But in 'mm/filemap.c' it has been removed without replacement.
In fact a call to 'flush_dcache_page' should be in place there.
This missing macro call produces data errors when randomly reading an
'mmap'ed file (like it happens, when a program is executed).
I stumbled over this bug when I tried to execute a program from a
freshly mounted IDE CF card. The first call would segfault while
subsequent calls worked. This behaviour recurred when the disk was
unmounted between calls.
It also helped to copy the file (to /dev/null) before executing it
(from CF disk).
Digging into the problem I wrote a simple program that created a large
file (e.g. 1 MiB size), umounted and remounted the disk where it had
been created to flush all buffers and subsequently 'mmap'ed the file
and checked the contents from the file end to the start.
Upon error the program simply read the same word over and over again
until the correct data appeared after some time.

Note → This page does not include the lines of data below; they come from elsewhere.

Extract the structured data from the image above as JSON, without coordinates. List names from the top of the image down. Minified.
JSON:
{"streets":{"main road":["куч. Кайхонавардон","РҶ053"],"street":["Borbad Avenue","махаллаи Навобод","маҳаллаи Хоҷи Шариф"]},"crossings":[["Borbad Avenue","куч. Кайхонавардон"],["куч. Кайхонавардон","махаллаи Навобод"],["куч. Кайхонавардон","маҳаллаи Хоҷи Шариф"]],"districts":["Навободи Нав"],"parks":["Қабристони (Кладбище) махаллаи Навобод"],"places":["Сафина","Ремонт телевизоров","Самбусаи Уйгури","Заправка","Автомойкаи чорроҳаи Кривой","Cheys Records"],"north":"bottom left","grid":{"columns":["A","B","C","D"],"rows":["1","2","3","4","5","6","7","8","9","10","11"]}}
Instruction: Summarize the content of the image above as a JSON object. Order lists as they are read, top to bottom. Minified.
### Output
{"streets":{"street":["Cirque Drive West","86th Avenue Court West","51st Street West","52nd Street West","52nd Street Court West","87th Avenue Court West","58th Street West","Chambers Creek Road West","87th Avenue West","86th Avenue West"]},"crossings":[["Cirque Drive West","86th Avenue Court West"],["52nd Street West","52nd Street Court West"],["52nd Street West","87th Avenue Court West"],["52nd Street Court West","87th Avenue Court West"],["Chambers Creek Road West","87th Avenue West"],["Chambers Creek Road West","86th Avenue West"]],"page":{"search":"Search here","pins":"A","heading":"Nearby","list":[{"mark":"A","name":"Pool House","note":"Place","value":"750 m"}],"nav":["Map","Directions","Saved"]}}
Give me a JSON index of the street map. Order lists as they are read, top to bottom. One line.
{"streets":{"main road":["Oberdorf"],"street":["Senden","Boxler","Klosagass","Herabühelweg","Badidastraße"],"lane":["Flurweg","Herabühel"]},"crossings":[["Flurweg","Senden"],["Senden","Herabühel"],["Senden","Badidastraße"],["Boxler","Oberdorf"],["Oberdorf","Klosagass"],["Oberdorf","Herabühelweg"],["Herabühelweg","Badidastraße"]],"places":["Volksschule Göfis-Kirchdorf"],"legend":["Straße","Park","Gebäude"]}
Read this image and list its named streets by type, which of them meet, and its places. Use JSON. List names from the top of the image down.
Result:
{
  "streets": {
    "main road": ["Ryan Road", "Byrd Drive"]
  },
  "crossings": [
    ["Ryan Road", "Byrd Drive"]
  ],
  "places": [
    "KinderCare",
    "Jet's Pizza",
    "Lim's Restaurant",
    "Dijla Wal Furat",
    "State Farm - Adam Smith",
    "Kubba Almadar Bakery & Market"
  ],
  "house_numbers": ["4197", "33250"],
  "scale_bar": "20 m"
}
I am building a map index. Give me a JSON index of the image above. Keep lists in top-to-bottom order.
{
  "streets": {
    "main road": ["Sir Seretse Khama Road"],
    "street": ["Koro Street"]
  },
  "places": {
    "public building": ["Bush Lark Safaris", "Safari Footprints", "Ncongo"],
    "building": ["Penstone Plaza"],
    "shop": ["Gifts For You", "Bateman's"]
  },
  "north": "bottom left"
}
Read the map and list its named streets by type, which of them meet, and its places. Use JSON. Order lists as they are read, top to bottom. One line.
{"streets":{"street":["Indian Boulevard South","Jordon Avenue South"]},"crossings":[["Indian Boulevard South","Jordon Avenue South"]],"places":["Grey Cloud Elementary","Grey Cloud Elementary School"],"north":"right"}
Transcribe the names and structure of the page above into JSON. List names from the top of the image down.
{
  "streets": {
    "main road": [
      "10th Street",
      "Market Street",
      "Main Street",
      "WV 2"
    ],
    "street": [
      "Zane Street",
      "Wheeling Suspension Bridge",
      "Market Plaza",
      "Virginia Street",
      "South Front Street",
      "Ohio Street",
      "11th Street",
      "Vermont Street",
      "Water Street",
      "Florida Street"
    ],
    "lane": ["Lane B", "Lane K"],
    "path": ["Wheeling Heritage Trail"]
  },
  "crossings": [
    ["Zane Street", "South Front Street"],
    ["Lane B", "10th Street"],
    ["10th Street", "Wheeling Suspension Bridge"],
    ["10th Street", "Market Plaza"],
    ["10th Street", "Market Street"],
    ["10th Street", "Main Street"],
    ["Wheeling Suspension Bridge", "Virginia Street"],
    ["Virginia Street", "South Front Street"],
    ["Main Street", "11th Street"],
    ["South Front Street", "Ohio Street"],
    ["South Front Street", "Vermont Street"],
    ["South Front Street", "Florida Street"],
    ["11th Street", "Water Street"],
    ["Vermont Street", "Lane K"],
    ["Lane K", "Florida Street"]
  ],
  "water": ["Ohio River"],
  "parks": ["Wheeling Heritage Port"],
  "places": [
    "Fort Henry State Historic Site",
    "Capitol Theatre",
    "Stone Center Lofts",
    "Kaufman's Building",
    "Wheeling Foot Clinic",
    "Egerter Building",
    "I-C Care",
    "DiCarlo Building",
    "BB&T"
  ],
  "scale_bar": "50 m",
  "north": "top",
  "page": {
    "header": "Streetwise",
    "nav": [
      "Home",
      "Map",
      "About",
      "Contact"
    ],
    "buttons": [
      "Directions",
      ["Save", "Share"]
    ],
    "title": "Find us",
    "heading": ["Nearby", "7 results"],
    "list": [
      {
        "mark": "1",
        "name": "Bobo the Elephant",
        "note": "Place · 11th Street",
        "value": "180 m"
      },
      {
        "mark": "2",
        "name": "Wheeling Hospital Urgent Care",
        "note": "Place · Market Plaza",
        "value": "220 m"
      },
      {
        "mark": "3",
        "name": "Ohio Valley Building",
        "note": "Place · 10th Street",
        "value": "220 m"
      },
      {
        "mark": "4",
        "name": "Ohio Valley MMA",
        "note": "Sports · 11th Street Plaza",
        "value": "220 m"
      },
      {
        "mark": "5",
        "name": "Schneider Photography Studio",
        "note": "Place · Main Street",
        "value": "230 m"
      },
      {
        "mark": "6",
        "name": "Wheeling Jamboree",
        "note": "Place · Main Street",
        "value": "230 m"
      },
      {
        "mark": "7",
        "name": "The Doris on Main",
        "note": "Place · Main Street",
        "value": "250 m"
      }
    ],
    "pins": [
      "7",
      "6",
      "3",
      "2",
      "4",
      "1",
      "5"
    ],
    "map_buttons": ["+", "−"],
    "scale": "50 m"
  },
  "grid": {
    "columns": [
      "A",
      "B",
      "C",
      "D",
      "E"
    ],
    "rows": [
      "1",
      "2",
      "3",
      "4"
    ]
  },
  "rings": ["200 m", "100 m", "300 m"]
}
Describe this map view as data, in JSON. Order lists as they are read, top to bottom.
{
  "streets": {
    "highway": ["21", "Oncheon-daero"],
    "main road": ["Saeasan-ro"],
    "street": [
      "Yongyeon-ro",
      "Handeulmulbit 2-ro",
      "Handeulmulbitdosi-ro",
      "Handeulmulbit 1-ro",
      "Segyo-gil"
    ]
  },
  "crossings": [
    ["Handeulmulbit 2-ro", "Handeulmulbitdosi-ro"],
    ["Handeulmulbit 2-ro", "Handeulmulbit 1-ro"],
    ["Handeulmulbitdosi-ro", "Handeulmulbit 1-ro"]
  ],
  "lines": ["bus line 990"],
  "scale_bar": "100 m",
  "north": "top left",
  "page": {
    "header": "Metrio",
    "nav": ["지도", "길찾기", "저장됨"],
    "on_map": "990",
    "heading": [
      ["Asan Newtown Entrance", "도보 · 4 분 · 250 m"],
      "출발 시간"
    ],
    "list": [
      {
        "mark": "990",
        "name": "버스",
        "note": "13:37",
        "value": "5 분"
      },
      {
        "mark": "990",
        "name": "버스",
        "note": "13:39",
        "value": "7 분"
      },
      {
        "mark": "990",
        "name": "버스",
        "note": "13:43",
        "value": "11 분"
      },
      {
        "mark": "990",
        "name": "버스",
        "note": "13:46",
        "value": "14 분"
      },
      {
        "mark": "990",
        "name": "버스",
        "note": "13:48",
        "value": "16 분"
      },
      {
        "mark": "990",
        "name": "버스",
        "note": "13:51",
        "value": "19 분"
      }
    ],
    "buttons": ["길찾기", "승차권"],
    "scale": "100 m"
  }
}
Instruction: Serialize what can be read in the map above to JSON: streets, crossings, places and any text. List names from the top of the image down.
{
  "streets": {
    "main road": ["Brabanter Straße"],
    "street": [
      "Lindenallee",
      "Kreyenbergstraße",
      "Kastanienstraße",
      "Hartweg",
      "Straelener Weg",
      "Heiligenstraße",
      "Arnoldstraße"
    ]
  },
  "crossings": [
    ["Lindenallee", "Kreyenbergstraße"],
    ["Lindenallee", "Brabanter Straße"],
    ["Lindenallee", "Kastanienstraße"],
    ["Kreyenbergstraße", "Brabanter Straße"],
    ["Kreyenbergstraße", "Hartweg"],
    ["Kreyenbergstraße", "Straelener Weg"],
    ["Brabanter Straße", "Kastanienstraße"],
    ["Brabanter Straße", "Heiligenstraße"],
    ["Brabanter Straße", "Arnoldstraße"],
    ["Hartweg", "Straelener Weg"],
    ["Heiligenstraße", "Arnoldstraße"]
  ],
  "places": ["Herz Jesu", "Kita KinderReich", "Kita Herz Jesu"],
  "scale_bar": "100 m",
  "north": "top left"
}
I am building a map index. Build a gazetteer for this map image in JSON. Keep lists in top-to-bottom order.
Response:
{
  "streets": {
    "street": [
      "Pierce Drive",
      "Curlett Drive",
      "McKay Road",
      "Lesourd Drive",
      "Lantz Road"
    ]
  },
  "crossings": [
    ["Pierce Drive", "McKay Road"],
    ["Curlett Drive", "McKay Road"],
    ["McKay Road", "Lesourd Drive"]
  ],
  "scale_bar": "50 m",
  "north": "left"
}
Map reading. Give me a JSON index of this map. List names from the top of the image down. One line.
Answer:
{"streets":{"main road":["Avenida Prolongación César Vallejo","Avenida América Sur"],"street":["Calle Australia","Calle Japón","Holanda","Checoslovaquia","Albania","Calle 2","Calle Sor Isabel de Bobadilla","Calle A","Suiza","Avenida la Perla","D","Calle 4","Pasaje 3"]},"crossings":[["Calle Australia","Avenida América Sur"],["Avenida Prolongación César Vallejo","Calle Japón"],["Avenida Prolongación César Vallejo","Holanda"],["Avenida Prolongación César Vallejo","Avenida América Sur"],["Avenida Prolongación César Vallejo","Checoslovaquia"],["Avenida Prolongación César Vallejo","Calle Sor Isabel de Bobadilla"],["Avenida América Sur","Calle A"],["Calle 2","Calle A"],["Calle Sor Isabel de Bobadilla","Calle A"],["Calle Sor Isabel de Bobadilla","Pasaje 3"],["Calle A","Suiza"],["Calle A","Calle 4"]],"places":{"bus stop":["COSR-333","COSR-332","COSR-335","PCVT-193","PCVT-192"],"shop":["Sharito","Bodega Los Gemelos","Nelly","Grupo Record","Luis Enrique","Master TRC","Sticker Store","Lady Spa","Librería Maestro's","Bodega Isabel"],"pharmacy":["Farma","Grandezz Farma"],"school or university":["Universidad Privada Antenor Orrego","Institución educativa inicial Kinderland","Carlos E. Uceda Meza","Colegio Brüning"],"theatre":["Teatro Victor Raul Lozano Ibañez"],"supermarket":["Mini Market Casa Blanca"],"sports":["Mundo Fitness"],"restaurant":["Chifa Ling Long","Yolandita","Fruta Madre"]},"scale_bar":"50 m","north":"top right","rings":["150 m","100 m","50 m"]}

In kernels < 2.5.46 the deprecated macro call was still present in
filemap.c (though the macro was defined to do nothing), while in later
kernel versions that call was removed.
The accompanied patches are generated against kernel versions 2.5.30
and 2.5.68 but should also be applicable to other kernels (with a hunk
offset).
On Thu, May 22, 2003 at 02:34:56PM +0200, [email protected] wrote:
> in file 'mm/filemap.c' a call to 'flush_dcache_page' is missing as a
> replacement for the obsoleted 'flush_page_to_ram' call that was
> present there in older kernels.
Please refrain from cross-posting between member-only posting lists and
people not on those lists. If you need to send the message to such a
list, please forward it there instead.
Anyone replying to this message and who aren't on linux-arm-kernel,
please drop this list from the CC: line.
--
Russell King ([email protected]) The developer of ARM Linux
http://www.arm.linux.org.uk/personal/aboutme.html
On Thu, May 22, 2003 at 02:34:56PM +0200, [email protected] wrote:
> in file 'mm/filemap.c' a call to 'flush_dcache_page' is missing as a
> replacement for the obsoleted 'flush_page_to_ram' call that was
> present there in older kernels.
>
> This missing macro call produces data errors when randomly reading an
> 'mmap'ed file (e.g. leading to segfaults, when a program is executed).
>
> In kernels < 2.5.46 the deprecated macro call was still present
> (defined to do nothing), while in later kernels the call has been
> removed.
>
> Below are two patches generated against kernel versions 2.5.30 and
> 2.5.68 which should also be applicable to other kernels (with a hunk
> offset).
We seem to have flush_icache_page() in install_page() - I wonder whether
we should also have flush_dcache_page() in there as well.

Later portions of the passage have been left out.